My cat is allergic to basically everything. He's had the allergy testing as he had chronic raw bloody spots for over a year from itching and scratching. The treatment I'm doing is allergy immunotherapy injections. This can be done in liquid oral form too but since he's a cat and tough to medicate the subcutaneous injections are much easier. Twice I've allowed him to have a mild long acting steroid shot at the vet (lasted four to six weeks each time) to stop the itching and let his wounds heal) while starting or restarting his immunotherapy shots. Since I know what foods he's allergic to, I buy only foods he's not allergic to and he's allergic to everything in the environment so the injections make sense. He's allergic to pine, cedar, Timothy, oats, and a while bunch of other environmental things. My horses eat timothy hay so I know I bring particles of that home on my shoes and coat and clothes and can't avoid it. It's New England so there's pine everywhere year round.

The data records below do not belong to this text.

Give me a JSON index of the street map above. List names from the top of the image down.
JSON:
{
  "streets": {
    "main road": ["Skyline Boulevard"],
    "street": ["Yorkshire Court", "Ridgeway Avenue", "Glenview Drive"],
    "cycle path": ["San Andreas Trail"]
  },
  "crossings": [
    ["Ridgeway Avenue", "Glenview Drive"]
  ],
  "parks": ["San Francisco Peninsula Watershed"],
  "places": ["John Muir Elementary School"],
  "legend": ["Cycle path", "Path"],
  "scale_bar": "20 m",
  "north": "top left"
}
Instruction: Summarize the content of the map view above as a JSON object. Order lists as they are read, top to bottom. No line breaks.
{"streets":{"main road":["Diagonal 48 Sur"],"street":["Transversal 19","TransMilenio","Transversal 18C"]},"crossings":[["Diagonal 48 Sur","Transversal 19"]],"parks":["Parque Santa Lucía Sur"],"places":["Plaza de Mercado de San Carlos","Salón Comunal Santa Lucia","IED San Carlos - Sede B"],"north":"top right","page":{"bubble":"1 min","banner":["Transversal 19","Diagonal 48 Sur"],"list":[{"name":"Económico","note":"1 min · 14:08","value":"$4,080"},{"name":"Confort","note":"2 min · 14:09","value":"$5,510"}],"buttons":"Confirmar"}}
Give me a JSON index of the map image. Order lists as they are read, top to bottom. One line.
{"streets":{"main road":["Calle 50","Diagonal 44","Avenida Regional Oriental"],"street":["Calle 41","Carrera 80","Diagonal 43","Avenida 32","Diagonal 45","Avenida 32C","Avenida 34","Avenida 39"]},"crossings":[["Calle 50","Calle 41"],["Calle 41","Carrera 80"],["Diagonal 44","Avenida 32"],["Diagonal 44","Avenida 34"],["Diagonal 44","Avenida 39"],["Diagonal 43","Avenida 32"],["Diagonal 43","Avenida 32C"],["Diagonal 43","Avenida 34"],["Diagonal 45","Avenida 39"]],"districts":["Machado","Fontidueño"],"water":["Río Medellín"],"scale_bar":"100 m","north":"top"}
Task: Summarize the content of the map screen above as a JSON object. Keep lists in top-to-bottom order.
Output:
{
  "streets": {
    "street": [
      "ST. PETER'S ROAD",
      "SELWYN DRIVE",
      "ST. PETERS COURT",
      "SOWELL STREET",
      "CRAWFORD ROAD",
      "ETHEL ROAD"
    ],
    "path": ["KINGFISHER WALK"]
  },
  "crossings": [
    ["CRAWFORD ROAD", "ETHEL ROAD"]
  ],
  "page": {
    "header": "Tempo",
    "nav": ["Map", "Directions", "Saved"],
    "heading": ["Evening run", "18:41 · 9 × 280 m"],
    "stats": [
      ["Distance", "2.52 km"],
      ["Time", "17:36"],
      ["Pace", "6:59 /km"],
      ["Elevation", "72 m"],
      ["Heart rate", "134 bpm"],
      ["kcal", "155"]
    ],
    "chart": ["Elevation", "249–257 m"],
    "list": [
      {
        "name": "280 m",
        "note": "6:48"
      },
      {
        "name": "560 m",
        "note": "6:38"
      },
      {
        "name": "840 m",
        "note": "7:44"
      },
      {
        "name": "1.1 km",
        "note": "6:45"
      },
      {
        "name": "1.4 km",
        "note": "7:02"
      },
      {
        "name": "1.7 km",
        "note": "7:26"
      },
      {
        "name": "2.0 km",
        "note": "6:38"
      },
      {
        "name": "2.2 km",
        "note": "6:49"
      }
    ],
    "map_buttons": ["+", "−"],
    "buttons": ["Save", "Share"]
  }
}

Doing the testing makes sense after everything else you've tried. Then you'll know whether the immunotherapy also makes sense. If you live in an environment where you can't remove things he's allergic to, it may be the only answer. The testing was around $300 here. A vet dermatologist is very helpful.
I'm in Canada. :-(

Was just quoted $1000 - yes, that's a grand aka $1K. Is there any Canadians on here that feel the pain and wonder why Canadian vets are able to up-charge on everything from alergy testing to dental work?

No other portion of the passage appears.